While the decision remains a summary order, the order makes clear that employers must exercise caution in controlling and responding to employee social media activity.  The decision demonstrates both how something as simple as “liking” a Facebook comment may be protected activity and how social media activity that is arguably unprofessional, disloyal and/or disparaging, may also be protected in certain contexts.  We recommend employers review policies that prohibit employees from engaging in “disrespectful,” “negative,” “inappropriate,” or “rude” conduct towards the employer or management, absent clear clarification or context.  Such policies may be construed as prohibitive of protected concerted criticism of the employer.

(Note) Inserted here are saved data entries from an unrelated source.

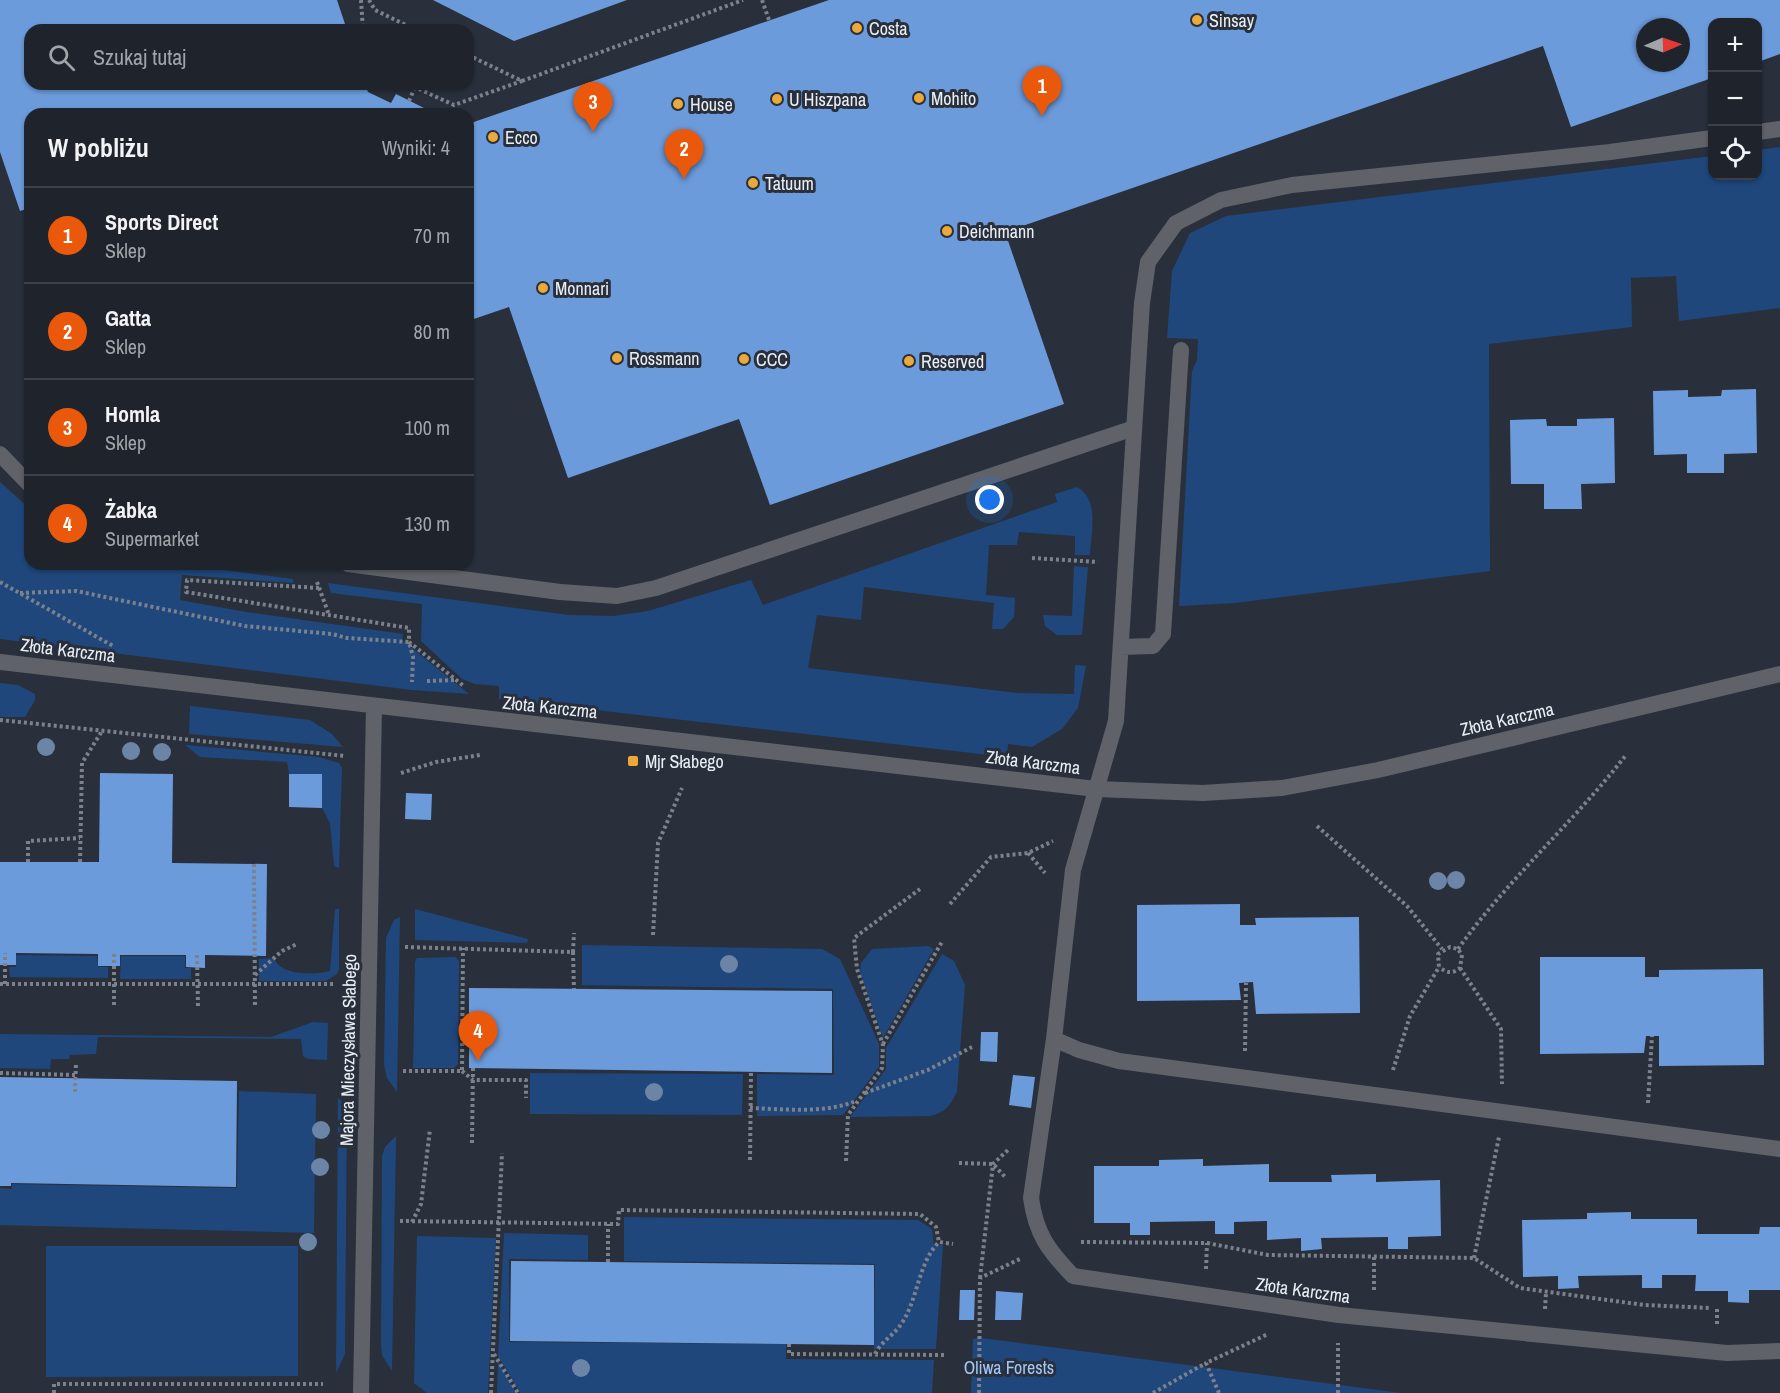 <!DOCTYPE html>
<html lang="pl">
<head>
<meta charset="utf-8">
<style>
  body { margin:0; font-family:"Archivo Narrow",sans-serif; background:#2c3038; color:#f1f3f6 }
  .controls { position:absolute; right:18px; top:18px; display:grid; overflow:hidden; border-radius:12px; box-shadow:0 2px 4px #0004 }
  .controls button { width:54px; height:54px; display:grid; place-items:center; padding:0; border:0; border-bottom:2px solid #3c4148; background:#1f242c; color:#f1f3f6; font:30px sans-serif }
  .compass { position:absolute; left:1636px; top:18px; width:54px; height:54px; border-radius:50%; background:#1f242c; box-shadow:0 2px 4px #0004; rotate:88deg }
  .you { position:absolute; left:990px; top:500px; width:21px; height:21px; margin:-15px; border:4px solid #fff; border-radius:50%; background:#1a73e8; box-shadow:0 0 0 9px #1a73e833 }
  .badge { display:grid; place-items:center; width:39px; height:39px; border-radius:50%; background:#ea580c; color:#fff; font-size:20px; font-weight:700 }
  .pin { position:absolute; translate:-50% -50px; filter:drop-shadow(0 2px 3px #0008) }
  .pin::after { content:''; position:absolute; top:32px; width:21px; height:18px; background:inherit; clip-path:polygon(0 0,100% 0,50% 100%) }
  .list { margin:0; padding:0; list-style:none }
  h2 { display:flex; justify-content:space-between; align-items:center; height:78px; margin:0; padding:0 24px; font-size:26px }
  h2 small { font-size:20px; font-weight:400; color:#a1a4a9 }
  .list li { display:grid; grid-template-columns:39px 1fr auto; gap:18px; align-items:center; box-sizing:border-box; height:96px; padding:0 24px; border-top:2px solid #3c4148 }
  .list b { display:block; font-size:22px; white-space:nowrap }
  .list p { margin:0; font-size:20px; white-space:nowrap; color:#a1a4a9 }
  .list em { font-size:20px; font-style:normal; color:#a1a4a9 }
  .icon { flex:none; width:33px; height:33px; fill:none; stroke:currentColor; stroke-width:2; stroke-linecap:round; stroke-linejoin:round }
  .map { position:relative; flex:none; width:1780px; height:1393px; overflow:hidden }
  .search { position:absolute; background:#1f242c; box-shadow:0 2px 4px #0004; left:24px; top:24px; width:450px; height:66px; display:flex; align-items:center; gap:15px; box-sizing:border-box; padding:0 21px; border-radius:18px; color:#a1a4a9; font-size:22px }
  .panel { position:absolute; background:#1f242c; box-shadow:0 2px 4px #0004; left:24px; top:108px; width:450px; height:462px; border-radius:18px }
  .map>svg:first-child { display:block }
  .green { fill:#1f477c }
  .building { fill:#6c9bdc; fill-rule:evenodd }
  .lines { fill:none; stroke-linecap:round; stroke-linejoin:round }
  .path { stroke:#7c828b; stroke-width:4; stroke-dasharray:3 3; stroke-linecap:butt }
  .service { stroke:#5f6369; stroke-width:16 }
  .minor { stroke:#5f6369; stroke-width:16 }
  .tree { fill:#6c84a5 }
  .poi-dot { fill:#eba939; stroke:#29303b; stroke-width:2 }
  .labels { text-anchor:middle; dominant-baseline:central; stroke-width:6; stroke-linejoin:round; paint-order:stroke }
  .poi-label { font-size:18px; fill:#eaeff6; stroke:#29303b; text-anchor:start }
  .street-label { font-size:18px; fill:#eaeff6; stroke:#29303b }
  .park-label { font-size:18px; fill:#a2c8fb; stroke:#29303b }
</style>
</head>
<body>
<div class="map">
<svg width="1780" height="1393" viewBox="0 0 1780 1393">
  <rect width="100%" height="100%" fill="#29303b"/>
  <path class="green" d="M1780,147v161l-101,13 -3,-45 -45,2 1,49 -143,17 1,227 -255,32 -56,3 13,-235 5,-11 1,-21 -31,-1 5,-67 18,-38 36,-17 486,-60v20h46v-26z
    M0,482l30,27v55h148l115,15v4l-111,-8 -2,25 66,12 157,22 -1,6 67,54 -57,-4 -412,-51z
    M1077,487c23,13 14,45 13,68h-15v-19l-56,-4 -2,13h-28l-3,50 29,3 -1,19 -11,12h-11l2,-26 -130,-16 -3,33 -44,-5 -9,53 209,25 57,1 1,-29 11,1 -8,42 -16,21 -30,18 -24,-3 -1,13 -508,-58v-13l-24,-2 -13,-5 -41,-38 1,-37 -91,-11 -3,-10 241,32 44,1 35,-5 103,-31 12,25 294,-103 -2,-8z
    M1074,566l14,1 -6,68h-25l-12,-9 -2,-11 29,1z
    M0,683l18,2 17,9v6l-10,17h-25z
    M190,706l120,14 22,14 11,13 -154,-13z
    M185,745l134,12 20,6 3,5 -3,100 -5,-2 -4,-43 -8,-15v-34h-33l-2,-12 -87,-5z
    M335,909h4v60l-2,5 -11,7h-67v-22l15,-1c6,18 41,17 56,13z
    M415,909l113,30 -1,4 -112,-3z
    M400,917l-3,175 -10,-14 -3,-13 2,-127 8,-18z
    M582,945l240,4 18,10 39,85v23l-36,48 -86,1v-42l77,1 -1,-86 -251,-4z
    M928,946l6,3 -51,89 -23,-66 1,-9 11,-14z
    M942,954l12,7 11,24 -8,106c-6,14 -12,22 -27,25l-80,1 36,-48v-21z
    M16,955l81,1 1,11h10v11l-98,-1 -1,-10h7z
    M121,956h64v12h6v11h-71z
    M456,957l3,5 -1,102 -4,4h-41l2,-106 2,-4z
    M313,1022l15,1 -1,37 -19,-1 -5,-3 -2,-17 -203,-2 -2,17 -26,1 -1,4h-18l-1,10 -50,-1v-34l271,3z
    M530,1073l213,1 -1,41 -212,-1z
    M239,1091l77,3 -2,139 -314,-8v-37l12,1v-5l225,4z
    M338,1098l9,8 -2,248 -9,19z
    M396,1136l-4,235 -10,-16 -1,-10 1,-189 3,-9z
    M624,1217l294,3 14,9 2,16h9l-7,104h-62l1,-85 -251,-3z
    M504,1233l84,2v25l-79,-1v83l277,2v15l148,1 -2,33h-412l-22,-37z
    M417,1236l79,2 -8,155h-61l-13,-10z
    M46,1246h252v130l-252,1z
    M981,1338l420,55h-430l2,-54z
    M498,1361l18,32h-19z"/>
  <path class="building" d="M0,0h337l10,30h-317v54h335l3,8 23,11 5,-9 34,17 -2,3h-398v94l-10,3 -20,-59z
    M433,0h194l-113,41z
    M829,0h951v54l-22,8v-40h-46v56l-141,49 -28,-81 -538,186 59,172 -294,101 -31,-86 -171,59 -59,-171 -41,14v-197zM1645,27h36v36h-36z
    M1756,389l1,64 -33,1v19h-37v-19l-33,1 -1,-64 35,-1v7l33,-1 1,-6z
    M1614,418l1,65 -34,1 1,25h-38v-25h-33l-1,-64 36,-1 1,7h30v-7z
    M100,773l73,1 -1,89 95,1 -1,92 -61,-1v13l-19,-1v-12h-66v11h-22v-12l-82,-1v12h-16v-103h99z
    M289,774h33v34l-33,-1z
    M406,793l26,1 -1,26 -26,-1z
    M1240,904v21h16l-1,-7 104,-1 1,96 -104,1 -3,-32 -14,1 2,17 -104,1v-96z
    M1540,957h105v20h14v-7l104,-1 1,96 -105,1v-30h-13l-2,17 -104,1z
    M469,988l363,3v82l-363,-5z
    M981,1032h17l-1,30 -17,-1z
    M1013,1075l22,2 -4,31 -22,-3z
    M0,1077l237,4 -1,106 -225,-4v3h-11z
    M1203,1159v7l66,-2v18h63l-1,-7 45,-1v8l64,-2 1,56 -33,1v12h-20v-12l-67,1 1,11 -21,2v-13l-34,2v-19l-33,1v12h-19v-13l-65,1v13h-20v-12h-36v-57h65v-6z
    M1631,1212v7h66v15h62l1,-7h20v63h-31v13l-21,-1v-11h-33l1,-16h-34v13h-20v-13l-64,1 1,12 -21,1v-13l-35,1 -1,-57 65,-1v-6z
    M511,1261l363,4v80l-364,-4z
    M960,1290h15l-1,30h-15z
    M996,1291l27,2 -2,27h-26z"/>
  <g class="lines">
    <path class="path" d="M361,0l2,30
      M369,0l6,10 41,20
      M762,0l7,20
      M468,55l54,26 221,-81
      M408,84l46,21 68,-24
      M409,101l6,-14
      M1032,558l66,4
      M0,582l113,64
      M317,582l12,33
      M319,588l-132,-8 -1,12 223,36v14l56,45
      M20,593l56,-2 169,35 87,8 15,4 62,4 4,15 -1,25
      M427,681l29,-1
      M0,720l345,36
      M401,773l35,-11 44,-7
      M1317,826l90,80 35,43
      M1028,853l17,20
      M28,862v-21l52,-3
      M80,862l2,-99 20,-32
      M254,864l1,143
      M950,904l41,-47 37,-4 25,-12
      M653,935l5,-92 24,-55
      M405,947l168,5 1,-19
      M1458,949c50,-70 115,-126 168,-194
      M573,952l1,37
      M197,955l1,51
      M1460,968l41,61 1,55
      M255,975l27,-24 15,-7
      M0,984h335
      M5,984v-31
      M114,1005v-51
      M883,1044l60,-104
      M1245,1051l1,-68
      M1393,1070l17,-54 29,-49 -1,-13 12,-7 8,2 4,6 -2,13c-8,6 -13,5 -21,-1
      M403,1071h59l1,-123
      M462,1071l11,9h53v18
      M0,1073l76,2
      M75,1092l1,-29
      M865,1093l63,-23 44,-23
      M1648,1103l4,-67
      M750,1108c34,1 74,6 106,-7
      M472,1143l1,-75
      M750,1160l1,-89
      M846,1161l2,-46 34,-47 1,-23 -26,-76 -3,-31 66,-49
      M959,1163l34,1 13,14
      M400,1221l218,3 1,-14 301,4 16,13 3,15 14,2
      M412,1222l9,-18 9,-75
      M1081,1242l126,1 61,12 206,3 46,30 124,17 67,3
      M1374,1257v35
      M1474,1258l25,-121
      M608,1262v-38
      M1206,1269l1,-26
      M980,1278l13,-114 16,-15
      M1545,1309l1,-17
      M1717,1324v-16
      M789,1344v10l155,1
      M494,1354l24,39
      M875,1354c6,-12 16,-17 24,-27 19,-24 18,-63 40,-85
      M54,1393v-9h269
      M491,1393l11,-240
      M979,1393l1,-115 42,-20
      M1153,1393l53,-30
      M1219,1393l-13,-30 62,-29
      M1338,1393v-50"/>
    <path class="service" d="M1758,132l22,-3
      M1712,138l-102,14 -318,33 -71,15 -45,23 -28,39 -6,41 -26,418 -43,149 -19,169 -23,159c5,36 17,52 42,78l266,39 388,38 53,-2
      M0,454l30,31
      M348,564l212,28 57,4 39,-8 478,-160
      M1121,647l32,-1 10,-12 18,-284
      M1054,1039l25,11 40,11 661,88"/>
    <path class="minor" d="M0,662l1096,127 107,4 79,-5 96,-18 402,-96
      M361,1393l13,-686"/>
  </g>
  <g class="tree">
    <circle cx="46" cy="747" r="9"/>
    <circle cx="131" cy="751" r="9"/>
    <circle cx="162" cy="752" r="9"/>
    <circle cx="1456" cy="880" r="9"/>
    <circle cx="1438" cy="881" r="9"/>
    <circle cx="729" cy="964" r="9"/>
    <circle cx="654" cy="1092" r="9"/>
    <circle cx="321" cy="1130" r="9"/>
    <circle cx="320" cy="1167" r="9"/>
    <circle cx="308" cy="1242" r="9"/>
    <circle cx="581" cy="1368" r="9"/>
  </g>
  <g class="poi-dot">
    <circle cx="1197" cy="20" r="6"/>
    <circle cx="857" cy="28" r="6"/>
    <circle cx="919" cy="98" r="6"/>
    <circle cx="777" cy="99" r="6"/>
    <circle cx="678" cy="104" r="6"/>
    <circle cx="493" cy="137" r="6"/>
    <circle cx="753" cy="183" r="6"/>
    <circle cx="947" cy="231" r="6"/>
    <circle cx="543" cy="288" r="6"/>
    <circle cx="617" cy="358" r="6"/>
    <circle cx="744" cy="359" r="6"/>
    <circle cx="909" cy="361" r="6"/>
    <rect x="627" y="755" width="12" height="12" rx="3"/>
  </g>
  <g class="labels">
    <g class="poi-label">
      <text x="1209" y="20">Sinsay</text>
      <text x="869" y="28">Costa</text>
      <text x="931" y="98">Mohito</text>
      <text x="789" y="99">U Hiszpana</text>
      <text x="690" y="104">House</text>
      <text x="505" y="137">Ecco</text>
      <text x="765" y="183">Tatuum</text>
      <text x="959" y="231">Deichmann</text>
      <text x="555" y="288">Monnari</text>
      <text x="629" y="358">Rossmann</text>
      <text x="756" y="359">CCC</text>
      <text x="921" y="361">Reserved</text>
      <text x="645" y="761">Mjr Słabego</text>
    </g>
    <g class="street-label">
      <text transform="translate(68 650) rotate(7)">Złota Karczma</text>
      <text transform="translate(550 707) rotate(6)">Złota Karczma</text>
      <text transform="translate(1507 719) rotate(-13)">Złota Karczma</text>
      <text transform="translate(1033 762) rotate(7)">Złota Karczma</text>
      <text transform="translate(348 1050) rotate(-89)">Majora Mieczysława Słabego</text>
      <text transform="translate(1303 1290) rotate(8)">Złota Karczma</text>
    </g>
    <g class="park-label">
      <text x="1009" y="1367">Oliwa Forests</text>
    </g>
  </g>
</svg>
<div class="controls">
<button>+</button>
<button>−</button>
<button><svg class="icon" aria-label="locate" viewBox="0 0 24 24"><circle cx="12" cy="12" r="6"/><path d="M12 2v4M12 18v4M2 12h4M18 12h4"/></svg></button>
</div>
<svg class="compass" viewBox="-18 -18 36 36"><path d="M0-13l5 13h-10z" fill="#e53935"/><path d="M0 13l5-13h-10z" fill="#a1a4a9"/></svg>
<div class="you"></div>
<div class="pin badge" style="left:1042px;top:116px">1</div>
<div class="pin badge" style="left:684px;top:179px">2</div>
<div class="pin badge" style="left:593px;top:132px">3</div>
<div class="pin badge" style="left:478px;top:1061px">4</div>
<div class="search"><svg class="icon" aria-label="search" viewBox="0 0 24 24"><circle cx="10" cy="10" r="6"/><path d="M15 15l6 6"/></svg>Szukaj tutaj</div>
<section class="panel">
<h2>W pobliżu<small>Wyniki: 4</small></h2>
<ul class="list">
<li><span class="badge">1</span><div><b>Sports Direct</b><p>Sklep</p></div><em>70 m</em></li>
<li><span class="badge">2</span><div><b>Gatta</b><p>Sklep</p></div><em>80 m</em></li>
<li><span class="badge">3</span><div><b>Homla</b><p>Sklep</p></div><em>100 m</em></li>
<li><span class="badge">4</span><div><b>Żabka</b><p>Supermarket</p></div><em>130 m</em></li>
</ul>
</section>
</div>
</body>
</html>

Earlier this year, NLRB General Counsel Richard F. Griffin, Jr. issued Memorandum GC 15-04, which was intended to provide clarity to the NLRB’s enforcement efforts against employee handbook policies that his office considered to be overly broad, ambiguous, and infringing on employee rights.  The memorandum provides guidance on a spectrum of very common employee handbook policies, including employer confidentiality rules, professionalism rules, anti-harassment rules, trademark rules, photography/recording rules, and media contact rules.  The central message throughout the memorandum is that employers should avoid policies that could be construed as broad or ambiguous.  Policies should clearly define the prohibited activity, while clarifying the kinds of activities not prohibited.

Employers who are concerned that their policies may be found unlawful should contact their labor and employment counsel to correct potential problems.  Given the ever-changing nature of this area of the law, employers should work closely with experienced counsel to ensure policies and employment actions relating to employee social media activity do not run afoul of employee rights.